The 11 per cent benchmark rate on home loans is set to fall as leading banks are reviewing their housing finance rates.
The next round of rate cut, which is expected in the coming weeks, will see rates fall by 25 basis points, industry sources said. Faced with tardy credit offtake, fund-flushed banks are planning to push the home loan product by undercutting competition.
Tata Home Finance today dropped its rate of interest on home loans by 50 basis points to 11 per cent in its efforts to rationalise its rates with that of the market. Like LIC Housing Finance, it has decided to meet the competition and offer a floating rate product, which will be on monthly rest.
"Tata Home is not triggering a rate war. It is in fact responding to competition. We may see big players cutting rates to below 11 per cent by the end of this month," said the source.
The State Bank of India, whose home lending rates were linked to the medium-term lending rate (MTLR), was forced to bring down the interest rates on home loans in the face of market competition. Its rates today stand at 50 basis points below the MTLR. Sources said that the bank could take it down to 75 basis points below the MTLR.
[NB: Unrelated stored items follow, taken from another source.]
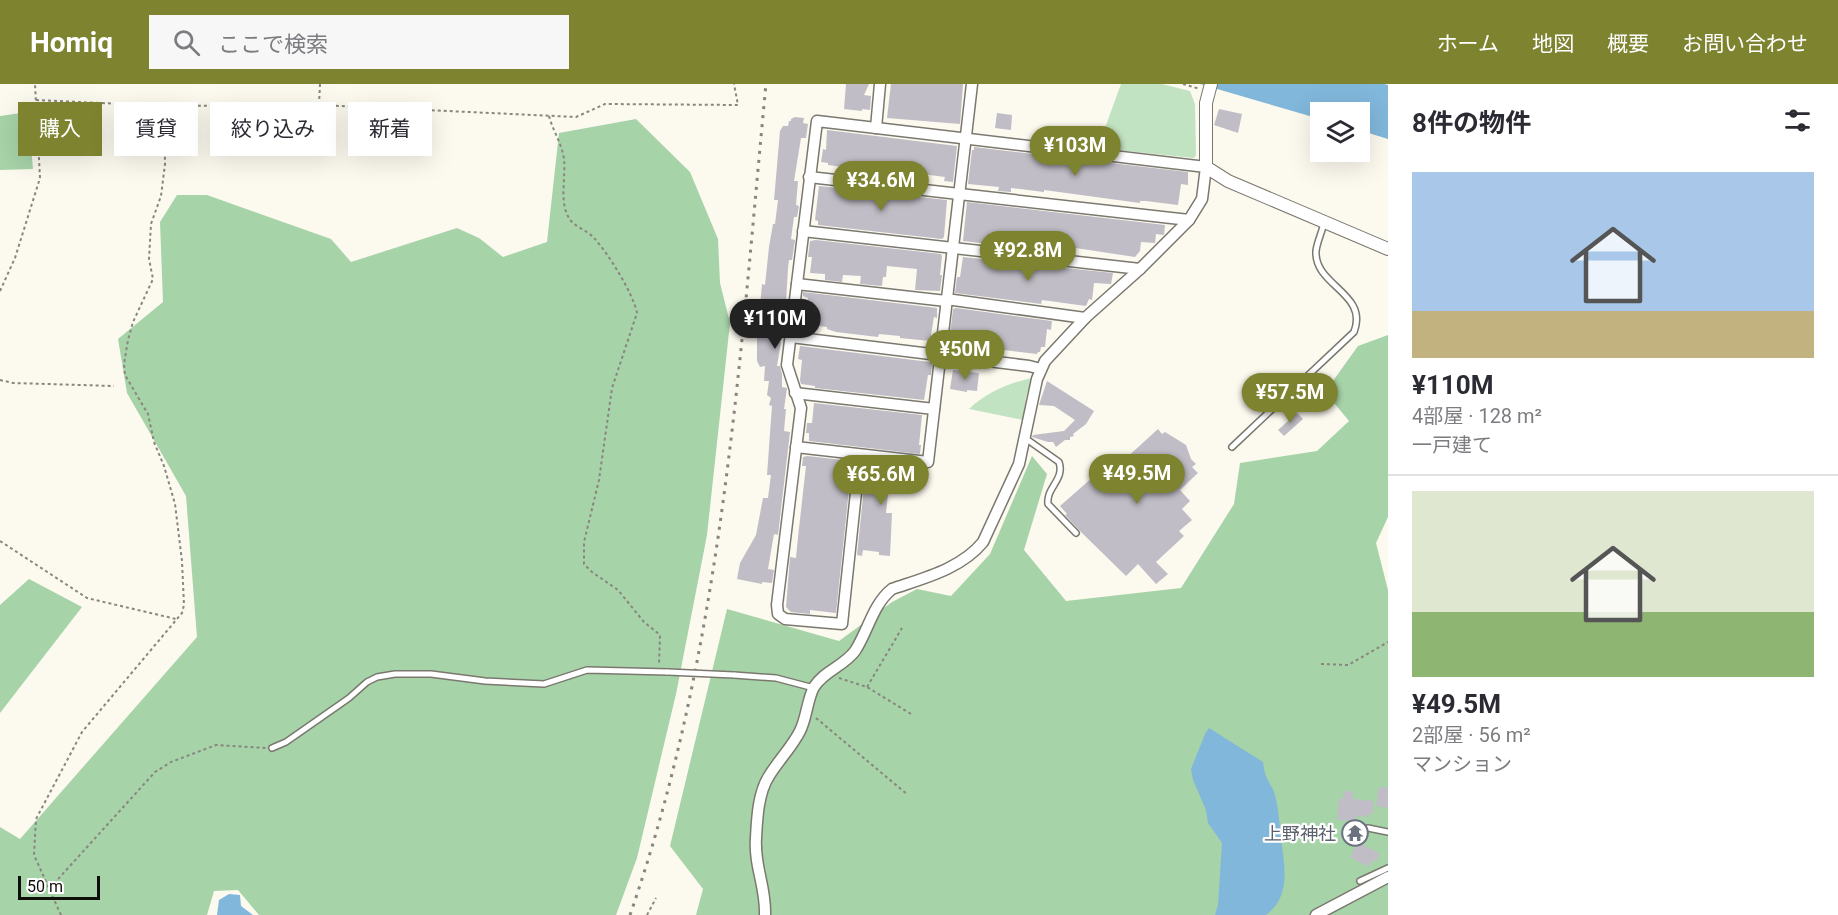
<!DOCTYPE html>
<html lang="ja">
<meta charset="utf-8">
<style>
:root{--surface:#fff;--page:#f7f7f7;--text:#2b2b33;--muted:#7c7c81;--line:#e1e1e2;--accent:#7d832f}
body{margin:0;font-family:Roboto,"Noto Sans JP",sans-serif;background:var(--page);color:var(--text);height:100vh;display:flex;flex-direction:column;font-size:22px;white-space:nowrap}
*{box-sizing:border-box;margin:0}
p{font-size:20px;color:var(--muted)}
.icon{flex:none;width:33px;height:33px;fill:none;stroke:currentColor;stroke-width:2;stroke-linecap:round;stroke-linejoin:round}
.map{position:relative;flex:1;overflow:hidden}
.side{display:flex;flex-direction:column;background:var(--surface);width:450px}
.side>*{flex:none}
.banner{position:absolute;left:18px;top:18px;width:570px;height:54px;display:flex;gap:12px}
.buttons{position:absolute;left:1310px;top:18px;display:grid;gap:12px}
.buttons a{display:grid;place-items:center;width:60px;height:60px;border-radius:0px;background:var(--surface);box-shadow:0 6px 24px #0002;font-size:30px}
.scale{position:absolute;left:18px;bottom:15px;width:82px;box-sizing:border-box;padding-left:6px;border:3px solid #0f0e0b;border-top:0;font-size:16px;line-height:21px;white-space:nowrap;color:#0f0e0b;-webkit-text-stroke:4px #fff;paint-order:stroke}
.price{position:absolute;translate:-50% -51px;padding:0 14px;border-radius:21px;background:var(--accent);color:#fff;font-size:20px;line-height:39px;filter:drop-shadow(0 2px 3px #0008)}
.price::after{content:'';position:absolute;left:50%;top:36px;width:18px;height:14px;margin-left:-9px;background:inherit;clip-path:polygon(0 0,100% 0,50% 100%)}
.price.active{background:#222;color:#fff}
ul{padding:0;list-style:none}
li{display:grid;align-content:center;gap:12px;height:318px;padding:0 24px}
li+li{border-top:2px solid var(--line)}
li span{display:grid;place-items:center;height:186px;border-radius:0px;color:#555}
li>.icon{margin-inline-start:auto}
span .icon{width:108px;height:108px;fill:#fffc;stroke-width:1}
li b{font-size:26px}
h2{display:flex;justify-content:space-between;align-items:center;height:72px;padding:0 24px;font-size:26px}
.chip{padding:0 21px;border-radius:0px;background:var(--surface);box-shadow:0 6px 24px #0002;font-size:21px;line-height:54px}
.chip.active{background:var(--accent);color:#fff}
header{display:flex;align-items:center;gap:36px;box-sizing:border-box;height:84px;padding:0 30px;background:var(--accent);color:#fff}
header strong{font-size:28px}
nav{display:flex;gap:33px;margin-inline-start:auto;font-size:21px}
.search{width:420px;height:54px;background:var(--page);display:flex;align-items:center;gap:15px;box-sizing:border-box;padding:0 21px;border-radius:0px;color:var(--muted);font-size:22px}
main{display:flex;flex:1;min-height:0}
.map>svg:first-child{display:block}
.green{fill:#c2e3c2}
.forest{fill:#a7d3a8}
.water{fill:#81b7db}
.building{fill:#c0bdc6}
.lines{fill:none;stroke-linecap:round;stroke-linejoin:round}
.service-casing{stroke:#7a786f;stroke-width:8}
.minor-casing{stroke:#7a786f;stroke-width:13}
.tertiary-casing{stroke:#7a786f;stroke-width:14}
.path{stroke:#88867f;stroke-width:2;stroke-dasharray:3 3;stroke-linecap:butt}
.service{stroke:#fff;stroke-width:5}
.minor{stroke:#fff;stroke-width:10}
.tertiary{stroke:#fff;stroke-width:12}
.rail{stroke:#86847e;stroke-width:3;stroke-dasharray:3 6;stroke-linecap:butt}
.service-bridge-casing{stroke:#7a786f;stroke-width:8;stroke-linecap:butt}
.service-bridge{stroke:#fff;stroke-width:5}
.labels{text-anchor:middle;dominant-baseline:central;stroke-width:4.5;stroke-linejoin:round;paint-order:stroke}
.worship-label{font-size:18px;fill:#5b616d;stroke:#fff;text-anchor:end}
</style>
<header>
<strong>Homiq</strong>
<div class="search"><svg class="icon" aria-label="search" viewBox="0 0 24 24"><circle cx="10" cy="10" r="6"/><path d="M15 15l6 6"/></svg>ここで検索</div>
<nav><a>ホーム</a><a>地図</a><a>概要</a><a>お問い合わせ</a></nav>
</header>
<main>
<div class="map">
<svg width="1388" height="831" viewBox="0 0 1388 831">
<rect width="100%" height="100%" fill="#fcf9ef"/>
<g class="green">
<path d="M1121,0H1162L1190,7L1195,20L1196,71L1194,74L1098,64L1095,44H1105Z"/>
<path d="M1032,294L1026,313L1023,336L969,325C987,308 1009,299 1032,294Z"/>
</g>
<g class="forest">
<path d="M28,28L33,85L0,86V32Z"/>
<path d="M636,35L690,88L718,155L720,199L730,239L707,451L676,610L637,774L616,831H259L238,806L214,807L207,831H0V743L20,755L197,553L186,412L127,309L118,255L163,218L160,138L177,111H207L331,155L351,178L457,144L479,154L503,173L547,158L559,49Z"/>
<path d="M1388,251V433L1376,459L1388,506V831H696L703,805L670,762L727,525L839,557L892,518L917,505L951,512L990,470L1032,372L1047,390L1024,466L1066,517L1181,504L1234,420L1240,379L1317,367L1349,337L1325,308L1358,262Z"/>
<path d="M29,495L82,523L0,629V521Z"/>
</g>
<g class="water">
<path d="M1200,0H1384L1388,1V55L1359,46V28H1320V35Z"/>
<path d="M1209,644L1263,678C1264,683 1264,688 1266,692C1268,698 1272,702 1274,708C1279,724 1279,738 1281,754C1284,781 1292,812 1266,831H1215L1218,821L1222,759L1208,739L1206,726L1193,696L1191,685L1205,650Z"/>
<path d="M229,810L240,811L241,822L253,831H217L219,816Z"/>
</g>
<g class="building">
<path d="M846,0H869L864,11L871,12L870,26L862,25V27L844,25Z"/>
<path d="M891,0H963L960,40L887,34Z"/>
<path d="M1219,25L1242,30L1238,49L1214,41Z"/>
<path d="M997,29L1012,31L1011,46L995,44Z"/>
<path d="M795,33L804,34L803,39L808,40L806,54H801L794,97H798L796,121L799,122L797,133H794L791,155L795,156L792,176H789L788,184L786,219H784L783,227H779L777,257L781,258L777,282H780L782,290V303L787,304L784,325H786L784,347L790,348L778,451L774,450L768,485L774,486L772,499L762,498V500L737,495L740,479L756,451L763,414H768L771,391H767L772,322L769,321L771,314L767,311L769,297H764L765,282L760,283L757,277V248L755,247L756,233L759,234L762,200L765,201L769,163L773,140H775L778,116H774L780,47L783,42H788L789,37H791V35Z"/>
<path d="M827,46L957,62L953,98L944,97L945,93L914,89V91L886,87L885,90L872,88L871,92L859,91L858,85L828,81V79L821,78L823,65L826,66Z"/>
<path d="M974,63L1188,88V101L1181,100L1178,121L1146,117H1140V119L1044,106V108L1011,104V108L998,107L999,103L968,100L972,66H974Z"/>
<path d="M819,102L947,116L944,153L942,155L818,141V137L815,136Z"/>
<path d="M967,118L1165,141L1164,151L1156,150L1155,159L1141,158L1140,167L1135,173L1069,163L1064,164L1063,169L963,157Z"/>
<path d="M816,156L941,170L942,172L940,191H942L940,207L915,206L917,185L887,182L886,193H883L882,202L860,200L861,192L843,191L842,198L825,196V190L810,189L812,173H808L810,157Z"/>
<path d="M963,173L1113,189L1111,200L1094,199L1092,216L1089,215L1086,222L1042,216L1041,220L955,209L957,193H960Z"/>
<path d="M803,208L937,224V234L934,233L930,257L900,254V252L879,250L878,253L836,248L827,245V243L803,240L808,214L803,212Z"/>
<path d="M956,224L1052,237L1051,246L1047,245L1045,263H1041L1040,268H1038L1037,270L949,259L953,225Z"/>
<path d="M800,262L930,278L932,279L931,291H928L924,316L815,304V302L801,300L800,296L802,276L798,275Z"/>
<path d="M953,286L979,289L977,307L967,306V308L950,305Z"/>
<path d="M1047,297L1094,327L1086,340L1073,350L1074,352L1070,353V356H1065L1056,363L1053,358H1048L1032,353L1033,351L1064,347L1075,336L1054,322L1039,321Z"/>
<path d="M814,319L922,331L919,361H921L920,370L809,357V349H806L807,339H812Z"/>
<path d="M1297,329L1303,335L1284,352L1278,346Z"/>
<path d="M1158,345L1162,350L1165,348L1186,361L1191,375L1196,380L1192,383L1198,389L1180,406L1190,417L1182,425L1192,436L1179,447L1184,452L1156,478L1168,490L1156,500L1138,480L1126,492L1081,448L1065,431L1067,430L1060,422L1101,386L1100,385L1106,379L1107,381L1119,370L1124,376Z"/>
<path d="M807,372L852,377L836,529L810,526V530L791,528L786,523L790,473L796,474L798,453L806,382H802L803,373Z"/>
<path d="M867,379L924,385L922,397L911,395L910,401L894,399V401H889L886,429H892L890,472L879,471V468L863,466L862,472L857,471L864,403H868L871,384H866Z"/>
<path d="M1379,703L1388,704V724L1376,722Z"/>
<path d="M1344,707L1353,708L1352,713L1355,715L1374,717L1373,730L1369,729L1368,733L1357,732L1356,737L1337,736L1339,714L1343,715Z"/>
<path d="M1358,758L1380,770L1376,777L1373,776L1368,783L1350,773Z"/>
</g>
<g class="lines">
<g class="service-casing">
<g id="service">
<path d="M1025,354L1059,378C1065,396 1046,403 1048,420L1076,449"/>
<path d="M1232,363L1354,248C1369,209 1314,202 1316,167C1317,158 1322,148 1324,139"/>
<path d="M734,591L776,594L814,604"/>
<path d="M272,664L286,658L349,614L367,598L377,593L395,590H431L485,597L544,600L587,586L668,588"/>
<path d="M1368,744L1388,748"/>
<path d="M1360,797L1388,784"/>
</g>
</g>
<g class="minor-casing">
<g id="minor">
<path d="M876,44L880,0"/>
<path d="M809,93L1189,136"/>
<path d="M803,147L1140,185"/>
<path d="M797,200L946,217"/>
<path d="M946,215L1085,234"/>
<path d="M791,253L1029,282L1041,285"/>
<path d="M795,309L934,325"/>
<path d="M796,363L928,378L972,0"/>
<path d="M765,831C766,802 754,783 756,754C757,735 758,709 769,692C778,677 792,663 800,647C807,633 807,616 814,603C824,587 844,582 855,567C868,547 873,520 892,505C924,494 961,485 983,458L1019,380L1037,295L1045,277L1085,234L1140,185L1189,136L1202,115L1206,83L817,37L787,281L801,324L777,521L778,530L785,535L842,540L860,371"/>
<path d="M1316,831L1388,793"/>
</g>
</g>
<g class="tertiary-casing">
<path id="tertiary" d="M1211,0L1206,19V83L1228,97L1388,165"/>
</g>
<g class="path">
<path d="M1183,0L1200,5"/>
<path d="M36,16L164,22L319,21L576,33L605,20L738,21L734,0"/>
<path d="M319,21L320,0"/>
<path d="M549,32C553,47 562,60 564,75C566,93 559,118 569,134C574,143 587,146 594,154C608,169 633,209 637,229L612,304L599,396L584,458V480L592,488L618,506L644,538L660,551L659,581"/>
<path d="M0,207L15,174L40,94L35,0"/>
<path d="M0,296L13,299L114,302"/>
<path d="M0,457L87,514L176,535"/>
<path d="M1321,580L1348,581L1388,558"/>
<path d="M839,594L867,603L911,630"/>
<path d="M867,603L902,544"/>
<path d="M816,634L908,711"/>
<path d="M50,804L155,688L171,678L216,661L266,664"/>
<path d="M61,831L34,771L36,735L82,648L182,529L184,521L182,477L175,420L164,382L154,358L148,330L125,291L124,280L128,256L133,238L153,195L149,175L151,140L161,112L165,80L164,22"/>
<path d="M647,831L656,814"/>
</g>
<use href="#service" class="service"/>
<use href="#minor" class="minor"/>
<use href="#tertiary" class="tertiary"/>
<path class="rail" d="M630,831C723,563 739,280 766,0"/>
<g class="service-bridge-casing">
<path id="service-bridge" d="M668,588L734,591"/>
</g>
<use href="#service-bridge" class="service-bridge"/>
</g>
<defs>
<g id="temple-ring" transform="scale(1.35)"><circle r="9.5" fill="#fff" stroke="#6b7280" stroke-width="1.5"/><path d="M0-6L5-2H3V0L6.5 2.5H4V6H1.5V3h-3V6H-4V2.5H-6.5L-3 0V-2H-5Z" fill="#6b7280"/></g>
</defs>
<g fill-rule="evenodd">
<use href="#temple-ring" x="1355" y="749"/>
</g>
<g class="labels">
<g class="worship-label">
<text x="1336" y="749">上野神社</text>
</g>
</g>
</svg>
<div class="buttons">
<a><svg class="icon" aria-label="layers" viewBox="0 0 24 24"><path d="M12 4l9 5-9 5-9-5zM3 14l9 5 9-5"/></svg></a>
</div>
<div class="scale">50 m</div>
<b class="price" style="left:1075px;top:93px">¥103M</b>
<b class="price" style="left:881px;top:128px">¥34.6M</b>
<b class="price" style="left:1028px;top:198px">¥92.8M</b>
<b class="price active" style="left:775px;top:266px">¥110M</b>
<b class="price" style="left:965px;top:297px">¥50M</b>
<b class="price" style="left:1290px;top:340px">¥57.5M</b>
<b class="price" style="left:1137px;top:421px">¥49.5M</b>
<b class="price" style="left:881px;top:422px">¥65.6M</b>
<div class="banner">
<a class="chip active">購入</a>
<a class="chip">賃貸</a>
<a class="chip">絞り込み</a>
<a class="chip">新着</a>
</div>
</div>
<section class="side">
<h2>8件の物件<svg class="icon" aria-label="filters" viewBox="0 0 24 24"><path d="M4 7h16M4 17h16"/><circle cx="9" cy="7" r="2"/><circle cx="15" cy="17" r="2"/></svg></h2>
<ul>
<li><span style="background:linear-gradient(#a9c7e8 75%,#c2b280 0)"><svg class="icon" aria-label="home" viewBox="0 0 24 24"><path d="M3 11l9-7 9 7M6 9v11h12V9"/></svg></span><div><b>¥110M</b><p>4部屋 · 128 m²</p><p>一戸建て</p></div></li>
<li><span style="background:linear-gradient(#dfe7d0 65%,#8fb573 0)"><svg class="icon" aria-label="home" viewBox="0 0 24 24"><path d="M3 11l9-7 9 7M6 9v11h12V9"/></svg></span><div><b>¥49.5M</b><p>2部屋 · 56 m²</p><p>マンション</p></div></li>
</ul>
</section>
</main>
ICICI Bank, another key player in the housing finance sector, is also planning to build up volumes. "This fiscal will be a year of cross-selling of our retail offerings in order to increase our cross-sell ratio as we capitalise on our customer base," said the bank's executive director Chanda Kochhar.
The recent 150 basis point reduction in the refinance rate by the National Housing Bank will help to bring down the cost of funds for housing finance companies.
Many of them had already factored this when housing finance companies like LIC Housing Finance Ltd and Dewan Housing reduced their rates to meet competition.
For the banks, the maximum push has been on the housing loan front, where there is no depletion of assets and the rate of default is minimal. The industry average in terms of non-performing assets is less than two per cent. In the first two months of the fiscal, ICICI Bank booked retail loans to the tune of Rs 2,000 crore, of which 50 per cent has been accounted for by home loans, said senior officials.
ICICI Bank managing director and chief executive officer K V Kamath had earlier admitted that "there is room for reduction" in interest rates. The Reserve Bank of India reduced the risk weightage banks can assign on home loan products from 100 per cent to 50 per cent in its credit policy and that has given the banks an advantage over housing finance companies for which the risk weightage is pegged at 75 per cent.
The rates of the Housing Development Finance Corporation Ltd (HDFC) are in absolute terms the lowest of the three major players in the industry. However, it continues to offer annual rest unlike ICICI Bank and SBI, thereby its equated monthly installments work out higher.